_DATA FOR ANALYSIS_.

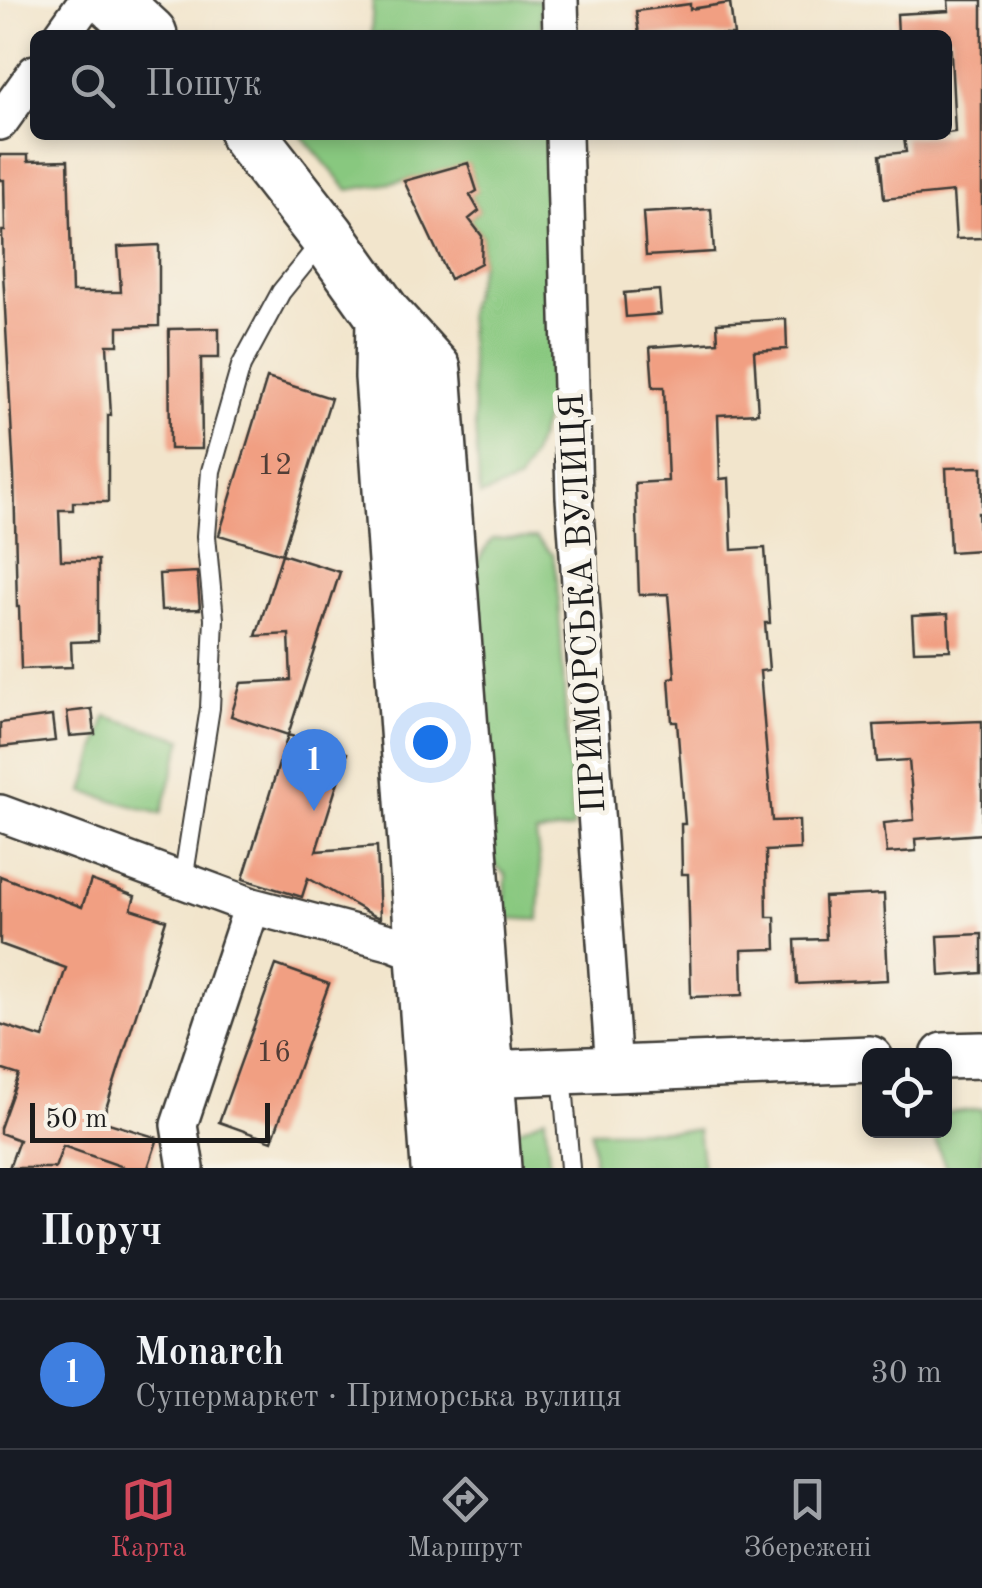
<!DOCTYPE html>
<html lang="uk">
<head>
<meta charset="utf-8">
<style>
  body { margin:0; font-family:"Old Standard TT",serif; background:#20242c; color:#f1f3f6 }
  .controls { position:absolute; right:30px; bottom:30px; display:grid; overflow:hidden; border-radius:15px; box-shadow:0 5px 15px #0003 }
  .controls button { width:90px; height:90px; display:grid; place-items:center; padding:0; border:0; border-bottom:2px solid #363941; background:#171b24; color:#f1f3f6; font:50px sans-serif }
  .scale { position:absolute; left:30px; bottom:25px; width:240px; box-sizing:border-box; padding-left:10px; border:5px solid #1c1c1c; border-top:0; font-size:28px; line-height:35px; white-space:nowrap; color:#1c1c1c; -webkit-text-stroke:8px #f7f3e8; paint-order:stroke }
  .you { position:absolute; left:430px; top:742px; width:35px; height:35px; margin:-25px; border:8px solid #fff; border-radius:50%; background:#1a73e8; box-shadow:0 0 0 15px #1a73e833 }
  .badge { display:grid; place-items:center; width:65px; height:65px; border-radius:50%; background:#d1495b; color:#fff; font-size:32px; font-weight:700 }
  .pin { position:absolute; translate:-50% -82px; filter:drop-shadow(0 2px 5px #0008) }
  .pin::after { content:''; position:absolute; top:52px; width:35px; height:30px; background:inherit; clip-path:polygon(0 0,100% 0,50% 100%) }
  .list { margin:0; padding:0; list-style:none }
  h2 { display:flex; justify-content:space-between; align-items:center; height:130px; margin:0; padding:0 40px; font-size:42px }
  h2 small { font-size:32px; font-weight:400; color:#9ea1a6 }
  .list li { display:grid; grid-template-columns:65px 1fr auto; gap:30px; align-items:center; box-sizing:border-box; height:150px; padding:0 40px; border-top:2px solid #363941 }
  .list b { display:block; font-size:38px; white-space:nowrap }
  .list p { margin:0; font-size:32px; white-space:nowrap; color:#9ea1a6 }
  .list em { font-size:32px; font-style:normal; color:#9ea1a6 }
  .icon { flex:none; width:55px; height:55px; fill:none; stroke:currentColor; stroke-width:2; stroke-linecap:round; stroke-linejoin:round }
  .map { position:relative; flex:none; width:982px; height:1168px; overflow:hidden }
  .search { position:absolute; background:#171b24; box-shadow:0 5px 15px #0003; left:30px; right:30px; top:30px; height:110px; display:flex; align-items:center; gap:25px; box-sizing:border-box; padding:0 35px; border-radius:15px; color:#9ea1a6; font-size:38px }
  .sheet { height:280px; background:#171b24 }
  nav { display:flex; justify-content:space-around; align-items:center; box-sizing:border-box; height:140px; border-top:2px solid #363941; background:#171b24; font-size:28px; color:#9ea1a6 }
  nav a { display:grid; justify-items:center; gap:5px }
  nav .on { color:#d1495b }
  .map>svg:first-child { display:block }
  .green { fill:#88c87f; stroke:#52724e; stroke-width:2.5 }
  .building { fill:#f19f82 }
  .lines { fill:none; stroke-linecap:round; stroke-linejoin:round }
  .service-casing { stroke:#3c3a36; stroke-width:22 }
  .minor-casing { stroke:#3c3a36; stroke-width:40 }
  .tertiary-casing { stroke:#3c3a36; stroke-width:50 }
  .primary-casing { stroke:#3c3a36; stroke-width:60 }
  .service { stroke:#fff; stroke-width:18 }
  .minor { stroke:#fff; stroke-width:35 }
  .tertiary { stroke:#fff; stroke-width:45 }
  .primary { stroke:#fff; stroke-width:55 }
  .labels { text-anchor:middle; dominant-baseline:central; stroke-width:10; stroke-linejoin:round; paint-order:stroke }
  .number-label { font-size:30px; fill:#513d36 }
  .street-label { font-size:35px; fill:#1c1c1c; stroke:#f7f3e8 }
</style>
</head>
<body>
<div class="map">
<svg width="982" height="1168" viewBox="0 0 982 1168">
  <rect width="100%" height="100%" fill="#f7f3e8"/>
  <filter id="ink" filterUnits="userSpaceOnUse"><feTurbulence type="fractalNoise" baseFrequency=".01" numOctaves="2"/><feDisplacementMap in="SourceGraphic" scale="20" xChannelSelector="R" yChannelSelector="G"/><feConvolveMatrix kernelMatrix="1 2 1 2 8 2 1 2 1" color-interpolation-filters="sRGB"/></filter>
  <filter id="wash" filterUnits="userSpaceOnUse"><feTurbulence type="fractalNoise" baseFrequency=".0048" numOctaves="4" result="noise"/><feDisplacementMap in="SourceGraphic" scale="40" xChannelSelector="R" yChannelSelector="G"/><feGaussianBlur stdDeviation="2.25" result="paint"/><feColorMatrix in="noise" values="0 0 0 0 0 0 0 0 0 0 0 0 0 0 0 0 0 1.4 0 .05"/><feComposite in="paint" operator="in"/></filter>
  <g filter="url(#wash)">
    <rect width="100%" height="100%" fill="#f2e5cc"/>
    <path class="green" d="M373,0H540L542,35H371Z
      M301,135H547L557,347L550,400L536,446L519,481L480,496L467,312L481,263L482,236L469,219L479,211L470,195L477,191L468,164L404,181L348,190Z
      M536,538L553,555L557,579L573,829L536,834L541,875L539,920L505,918L506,875L494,864L476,564L492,539Z
      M106,716L183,739L161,814L84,792Z
      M982,1109V1168H946L931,1131L944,1130L945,1113Z
      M545,1117L550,1168H513L510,1134Z
      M698,1130L703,1168H594L591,1131Z"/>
    <g id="blocks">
      <path class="building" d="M948,0H982V238L956,239L953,192L884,199L880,155L906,152L904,138L947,135V133L955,132L950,35H898L897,14L949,11Z
        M730,3L734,35H639L636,11L690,4V9Z
        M0,155H28V161L68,160L72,292H121L118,247L159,245V326L118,327V345H107L111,415H108V502H73V510H59L61,560H98V641L71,642L72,667L21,669L19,607H17L14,476L3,272L2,231H5L4,180H0Z
        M468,163L477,191L470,195L479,211L469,219L482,236L481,263L450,279L404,181Z
        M711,209L714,252L646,256L643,213Z
        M659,290L661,314L626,317L624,293Z
        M786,319L787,349L754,351L758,413L718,415L720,479L729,478L732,550L765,548L770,623H765L769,670L760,671L772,821L799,820L800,849L766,851L767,917H775L776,949L742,950L743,995L691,997L688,874H682L681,824H685L677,722H672L669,678L675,677L668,594L639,595L635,483L668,481L664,387H653L650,347L718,342L717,323Z
        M219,328V358H201L202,449H170L169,329Z
        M267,378L331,398L282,554L219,535Z
        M982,467V513H978L980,550L950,552L946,468Z
        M282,554L340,572L288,735L231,716L241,683L291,680L289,634L256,636Z
        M197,572L200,609L161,610L159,574Z
        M948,614L950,650L914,651L912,616Z
        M92,709L95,734L70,736L67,712Z
        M52,716L55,741L0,747V723Z
        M982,721V834L915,839L916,851L887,853L884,823L914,820L909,760L877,762L874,725Z
        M288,735L347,753L316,851L377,846L380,918L372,915L308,878L302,897L243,879Z
        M0,876L82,907L91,880L135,896L131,909L166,920L102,1121L158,1138L148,1168H126L63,1146L55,1168H9L19,1140L0,1133V1128L19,1075L0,1069V1024L43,1038L66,968L0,944Z
        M884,894L888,980L797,984L795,940L826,939L824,897Z
        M982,934V973L940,976L938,936Z
        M276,965L329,984L272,1141L219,1122Z"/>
    </g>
  </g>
  <g filter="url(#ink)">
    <use href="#blocks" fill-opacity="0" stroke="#3c3a36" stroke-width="2.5"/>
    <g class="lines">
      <defs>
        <path id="service" d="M183,881L210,708L214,619L206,536L211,471L241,366L281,292L323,240
          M562,1072L570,1168"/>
        <path id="minor" d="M560,0L561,35
          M62,35L87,0
          M0,122L35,73
          M564,135L574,497L614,1070
          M0,813L252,906L393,943L424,955
          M186,1168L179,1125L252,906"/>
        <path id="tertiary" d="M944,1056L982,1055
          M486,1074L870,1059"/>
        <path id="primary" d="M111,0L149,35
          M248,135L327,236L384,316L433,370L493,1168
          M384,316L383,377L439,1168"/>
      </defs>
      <use href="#service" class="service-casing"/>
      <use href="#minor" class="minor-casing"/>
      <use href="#tertiary" class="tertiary-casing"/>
      <use href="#primary" class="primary-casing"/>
      <use href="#service" class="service"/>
      <use href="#minor" class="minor"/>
      <use href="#tertiary" class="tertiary"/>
      <use href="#primary" class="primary"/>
    </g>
  </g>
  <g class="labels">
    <g class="number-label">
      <text x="275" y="466">12</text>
      <text x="274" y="1053">16</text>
    </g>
    <g class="street-label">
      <text transform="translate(584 603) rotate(-93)">ПРИМОРСЬКА ВУЛИЦЯ</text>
    </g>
  </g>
</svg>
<div class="controls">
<button><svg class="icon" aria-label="locate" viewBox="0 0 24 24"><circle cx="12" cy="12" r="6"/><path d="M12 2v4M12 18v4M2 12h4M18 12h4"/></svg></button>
</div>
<div class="scale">50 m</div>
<div class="you"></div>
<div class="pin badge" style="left:314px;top:811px;background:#3f7fe0">1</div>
<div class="search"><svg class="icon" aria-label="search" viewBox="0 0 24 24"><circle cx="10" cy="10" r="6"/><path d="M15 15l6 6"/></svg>Пошук</div>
</div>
<section class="sheet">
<h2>Поруч<small></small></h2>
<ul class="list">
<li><span class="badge" style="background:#3f7fe0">1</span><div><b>Monarch</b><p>Супермаркет · Приморська вулиця</p></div><em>30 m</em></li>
</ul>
</section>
<nav>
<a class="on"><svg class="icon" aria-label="map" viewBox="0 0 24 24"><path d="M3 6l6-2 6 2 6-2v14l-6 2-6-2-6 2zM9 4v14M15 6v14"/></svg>Карта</a>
<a><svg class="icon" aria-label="directions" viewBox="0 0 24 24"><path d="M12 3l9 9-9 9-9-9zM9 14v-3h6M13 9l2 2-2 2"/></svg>Маршрут</a>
<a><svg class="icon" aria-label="saved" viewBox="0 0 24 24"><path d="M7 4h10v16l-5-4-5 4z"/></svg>Збережені</a>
</nav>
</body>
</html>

_TASK REQUIREMENTS_.
Begin with the first line of the entries above and write out each line exactly, ending with the line containing "width:90px; height:90px; display:grid;". Leave out pictures.

_SOLUTION FOR THIS PROBLEM_.
<!DOCTYPE html>
<html lang="uk">
<head>
<meta charset="utf-8">
<style>
  body { margin:0; font-family:"Old Standard TT",serif; background:#20242c; color:#f1f3f6 }
  .controls { position:absolute; right:30px; bottom:30px; display:grid; overflow:hidden; border-radius:15px; box-shadow:0 5px 15px #0003 }
  .controls button { width:90px; height:90px; display:grid; place-items:center; padding:0; border:0; border-bottom:2px solid #363941; background:#171b24; color:#f1f3f6; font:50px sans-serif }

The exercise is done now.